Exercise description
Each entry should be printed exactly, with its images omitted.

[Dataset excerpts]
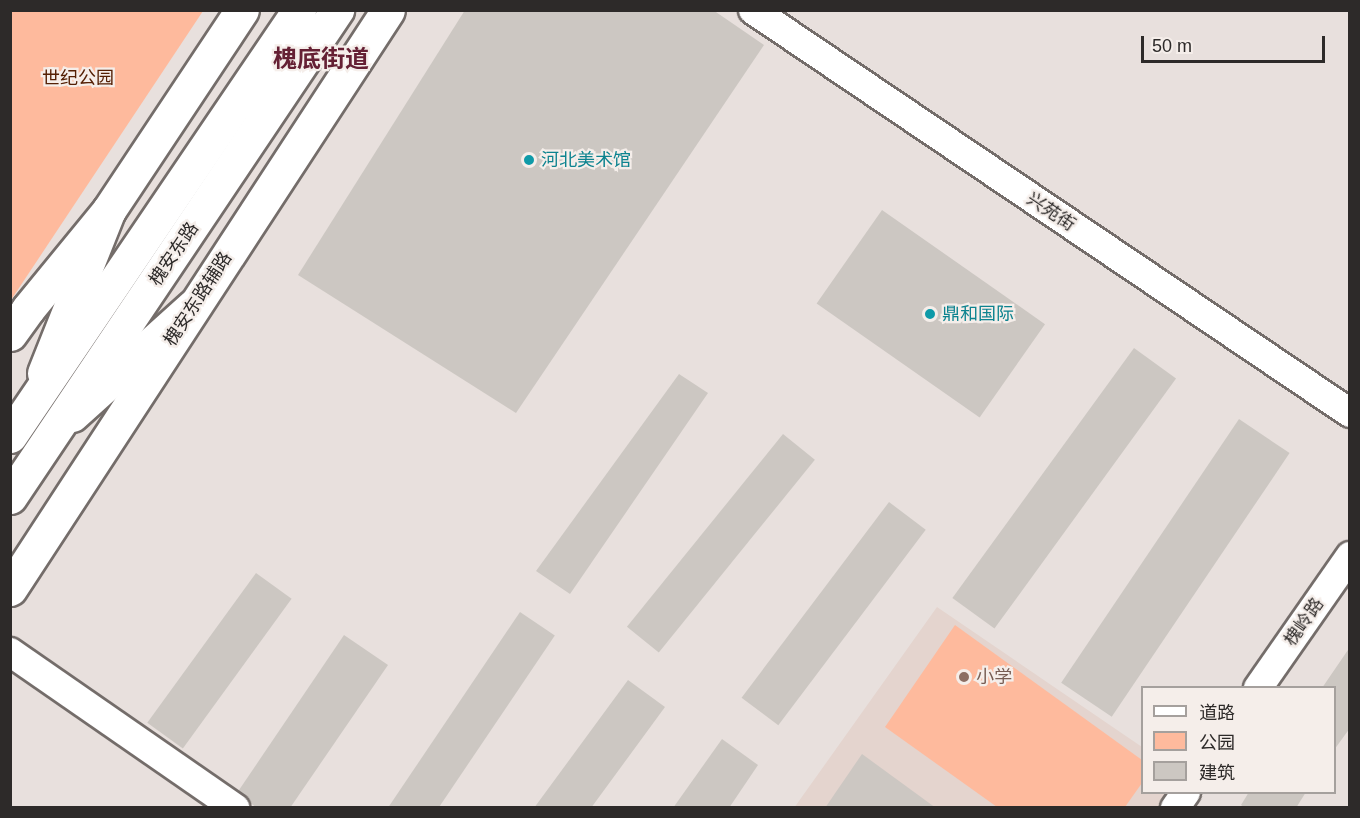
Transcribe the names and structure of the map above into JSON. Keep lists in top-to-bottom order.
{
  "streets": {
    "main road": ["槐安东路", "槐安东路辅路"],
    "street": ["兴苑街", "槐岭路"]
  },
  "districts": ["槐底街道"],
  "parks": ["世纪公园"],
  "places": ["河北美术馆", "鼎和国际", "小学"],
  "legend": ["道路", "公园", "建筑"],
  "scale_bar": "50 m"
}
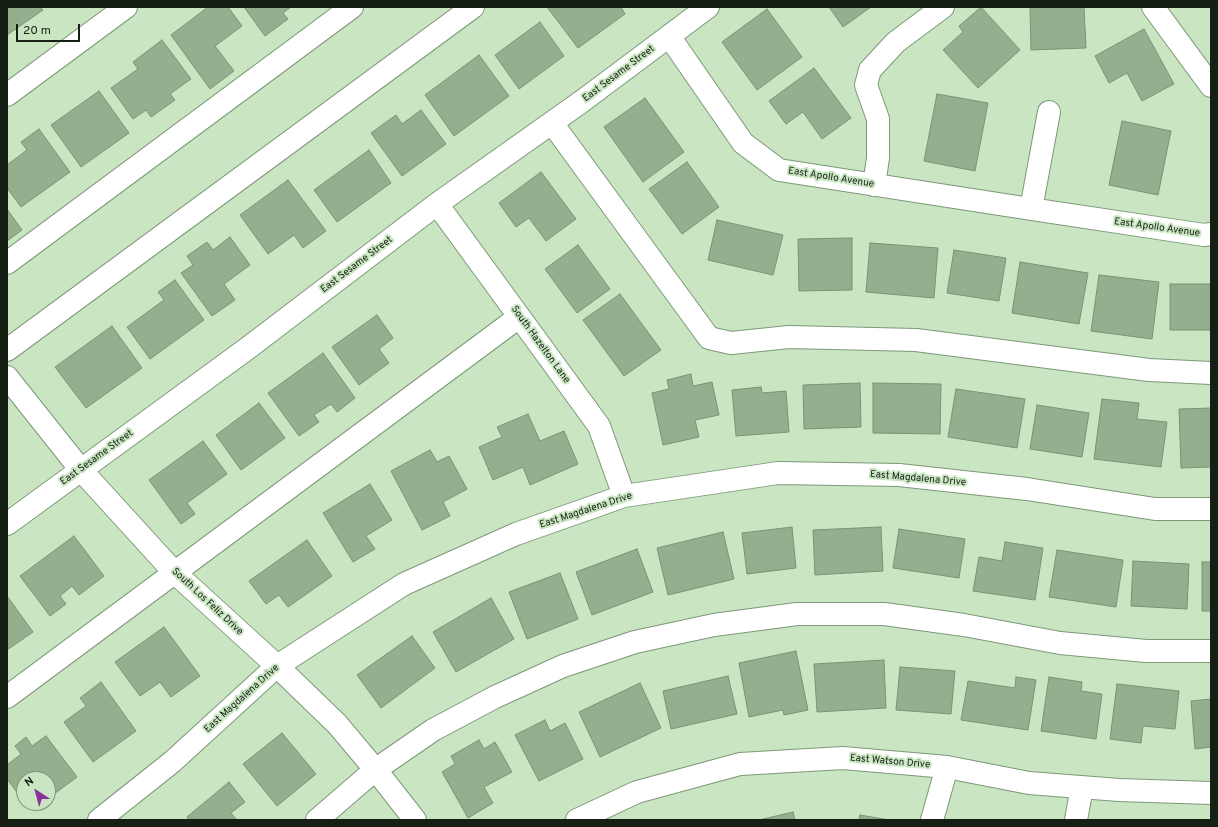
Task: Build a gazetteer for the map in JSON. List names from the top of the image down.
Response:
{
  "streets": {
    "street": [
      "East Sesame Street",
      "East Apollo Avenue",
      "South Hazelton Lane",
      "East Magdalena Drive",
      "South Los Feliz Drive",
      "East Watson Drive"
    ]
  },
  "crossings": [
    ["East Sesame Street", "East Apollo Avenue"],
    ["East Sesame Street", "South Hazelton Lane"],
    ["East Sesame Street", "South Los Feliz Drive"],
    ["South Hazelton Lane", "East Magdalena Drive"],
    ["East Magdalena Drive", "South Los Feliz Drive"]
  ],
  "scale_bar": "20 m",
  "north": "top left"
}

Response
Transcribe the names and structure of the map above into JSON. Keep lists in top-to-bottom order.
{
  "streets": {
    "main road": ["槐安东路", "槐安东路辅路"],
    "street": ["兴苑街", "槐岭路"]
  },
  "districts": ["槐底街道"],
  "parks": ["世纪公园"],
  "places": ["河北美术馆", "鼎和国际", "小学"],
  "legend": ["道路", "公园", "建筑"],
  "scale_bar": "50 m"
}
Task: Build a gazetteer for the map in JSON. List names from the top of the image down.
Response:
{
  "streets": {
    "street": [
      "East Sesame Street",
      "East Apollo Avenue",
      "South Hazelton Lane",
      "East Magdalena Drive",
      "South Los Feliz Drive",
      "East Watson Drive"
    ]
  },
  "crossings": [
    ["East Sesame Street", "East Apollo Avenue"],
    ["East Sesame Street", "South Hazelton Lane"],
    ["East Sesame Street", "South Los Feliz Drive"],
    ["South Hazelton Lane", "East Magdalena Drive"],
    ["East Magdalena Drive", "South Los Feliz Drive"]
  ],
  "scale_bar": "20 m",
  "north": "top left"
}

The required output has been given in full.